I'm still not feeling great. I've been mildly unwell for several days, but yesterday afternoon my sore throat and stuffy head took a nosedive into something more full-on. As in struggling to move off the couch, unable to face the thought of the afternoon round of jobs kind of sick. And Rowan was sick too. As in not keen to feed, constantly whingeing and miserable kind of sick.
The difference between being sick before kids and being sick now is that somehow, you still need to keep functioning so the rest of the family can stay afloat. When I finally summoned the strength to get outside to bring the washing in yesterday afternoon (three days worth because we're catching up from being away over the weekend, and a lot of it needing the tumble dryer), Rowan pulled the folded up playpen over on top of him while he was crawling around exploring and whingeing.

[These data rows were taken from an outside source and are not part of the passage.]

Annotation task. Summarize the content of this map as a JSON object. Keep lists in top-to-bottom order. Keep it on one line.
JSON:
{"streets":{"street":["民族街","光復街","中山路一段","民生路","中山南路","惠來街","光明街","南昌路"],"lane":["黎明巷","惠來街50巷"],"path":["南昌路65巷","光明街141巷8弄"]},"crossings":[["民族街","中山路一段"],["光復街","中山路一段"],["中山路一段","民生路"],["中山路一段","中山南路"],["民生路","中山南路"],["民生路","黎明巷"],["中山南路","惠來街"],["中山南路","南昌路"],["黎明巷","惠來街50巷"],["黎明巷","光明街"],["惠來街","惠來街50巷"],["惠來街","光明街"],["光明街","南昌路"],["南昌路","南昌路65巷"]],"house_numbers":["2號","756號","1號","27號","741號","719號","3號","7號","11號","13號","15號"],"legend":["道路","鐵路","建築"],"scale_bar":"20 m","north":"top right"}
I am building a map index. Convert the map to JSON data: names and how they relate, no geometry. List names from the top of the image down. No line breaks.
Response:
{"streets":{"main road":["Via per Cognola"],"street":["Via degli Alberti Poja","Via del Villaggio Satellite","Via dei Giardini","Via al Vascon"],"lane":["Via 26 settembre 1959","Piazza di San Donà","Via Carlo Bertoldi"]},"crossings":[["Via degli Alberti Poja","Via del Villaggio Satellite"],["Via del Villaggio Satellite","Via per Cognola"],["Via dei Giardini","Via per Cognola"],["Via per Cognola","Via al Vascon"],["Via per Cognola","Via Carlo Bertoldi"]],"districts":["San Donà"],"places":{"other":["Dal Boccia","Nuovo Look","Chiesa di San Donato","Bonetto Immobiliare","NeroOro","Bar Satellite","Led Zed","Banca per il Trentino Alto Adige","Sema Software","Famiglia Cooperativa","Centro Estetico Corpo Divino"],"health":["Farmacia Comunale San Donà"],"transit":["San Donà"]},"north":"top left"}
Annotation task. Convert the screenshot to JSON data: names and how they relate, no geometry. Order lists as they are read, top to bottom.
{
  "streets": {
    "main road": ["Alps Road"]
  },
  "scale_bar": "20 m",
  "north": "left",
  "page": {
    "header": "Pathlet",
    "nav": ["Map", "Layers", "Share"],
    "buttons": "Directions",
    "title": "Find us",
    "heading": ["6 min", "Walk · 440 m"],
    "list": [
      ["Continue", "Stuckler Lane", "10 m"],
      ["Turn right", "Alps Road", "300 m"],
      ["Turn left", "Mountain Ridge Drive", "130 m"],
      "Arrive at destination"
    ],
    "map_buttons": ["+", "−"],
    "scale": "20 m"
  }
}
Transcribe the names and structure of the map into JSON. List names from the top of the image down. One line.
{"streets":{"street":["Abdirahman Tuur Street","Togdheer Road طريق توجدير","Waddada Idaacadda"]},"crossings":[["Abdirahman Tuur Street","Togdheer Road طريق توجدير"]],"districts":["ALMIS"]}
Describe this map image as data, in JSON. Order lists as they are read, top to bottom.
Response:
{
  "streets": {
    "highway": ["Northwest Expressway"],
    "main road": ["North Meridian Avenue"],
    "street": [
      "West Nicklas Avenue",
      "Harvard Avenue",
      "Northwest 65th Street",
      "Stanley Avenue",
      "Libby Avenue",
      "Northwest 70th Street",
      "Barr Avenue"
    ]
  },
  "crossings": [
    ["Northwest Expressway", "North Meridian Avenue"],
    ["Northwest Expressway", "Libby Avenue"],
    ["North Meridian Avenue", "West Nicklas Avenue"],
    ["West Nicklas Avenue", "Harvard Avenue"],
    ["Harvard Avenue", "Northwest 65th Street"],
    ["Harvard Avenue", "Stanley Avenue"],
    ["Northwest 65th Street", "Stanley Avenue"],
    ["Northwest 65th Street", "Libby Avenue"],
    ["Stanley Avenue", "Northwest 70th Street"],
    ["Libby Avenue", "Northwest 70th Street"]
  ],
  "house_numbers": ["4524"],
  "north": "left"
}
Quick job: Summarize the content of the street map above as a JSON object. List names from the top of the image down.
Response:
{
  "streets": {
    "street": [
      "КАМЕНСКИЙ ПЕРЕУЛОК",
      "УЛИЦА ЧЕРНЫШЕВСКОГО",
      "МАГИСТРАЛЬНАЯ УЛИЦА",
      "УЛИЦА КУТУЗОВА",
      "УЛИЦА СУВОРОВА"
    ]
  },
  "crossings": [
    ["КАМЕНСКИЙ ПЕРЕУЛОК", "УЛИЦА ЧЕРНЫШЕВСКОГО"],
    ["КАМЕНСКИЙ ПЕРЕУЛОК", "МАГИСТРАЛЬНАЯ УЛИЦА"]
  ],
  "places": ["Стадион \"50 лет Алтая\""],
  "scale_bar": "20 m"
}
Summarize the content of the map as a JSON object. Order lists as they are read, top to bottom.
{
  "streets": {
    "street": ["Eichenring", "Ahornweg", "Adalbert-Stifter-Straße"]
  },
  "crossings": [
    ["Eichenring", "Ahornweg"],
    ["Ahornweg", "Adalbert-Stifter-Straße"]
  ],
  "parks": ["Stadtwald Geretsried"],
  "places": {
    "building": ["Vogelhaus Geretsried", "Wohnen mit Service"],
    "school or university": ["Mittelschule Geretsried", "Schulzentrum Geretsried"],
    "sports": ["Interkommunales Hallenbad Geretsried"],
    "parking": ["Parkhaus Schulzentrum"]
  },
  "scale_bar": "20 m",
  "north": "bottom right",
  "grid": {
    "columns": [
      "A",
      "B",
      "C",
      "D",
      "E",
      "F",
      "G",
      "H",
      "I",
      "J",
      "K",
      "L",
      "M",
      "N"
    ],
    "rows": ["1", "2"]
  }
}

He needed a lengthy cuddle to sort that out, plus another few minutes to offload him onto one of the bigger kids to stop him from getting into anything else. Having to put some kind of semi-healthy meal together for all the less sick people still had to be done even though most food is tasting like cardboard to me at the moment. Fortunately my husband arrived home from work as the dinner was almost ready to put in the oven, so he could take over with the evening routine (much appreciated, Chris, if you're reading!).
It's hard to stay patient when your head feels like it's about to explode. Not that it's all that easy for me even when I'm not sick. But that pre-kids ability to crawl off into the cosy cave under the doona and recover is a distant memory now. Now if I'm lucky enough to manage to get into bed when I'm sick to start with, I'm likely to be clinging the whole time to the 8 month old's ankle to stop him escaping. And keeping an ear out for what the two year old might be getting into.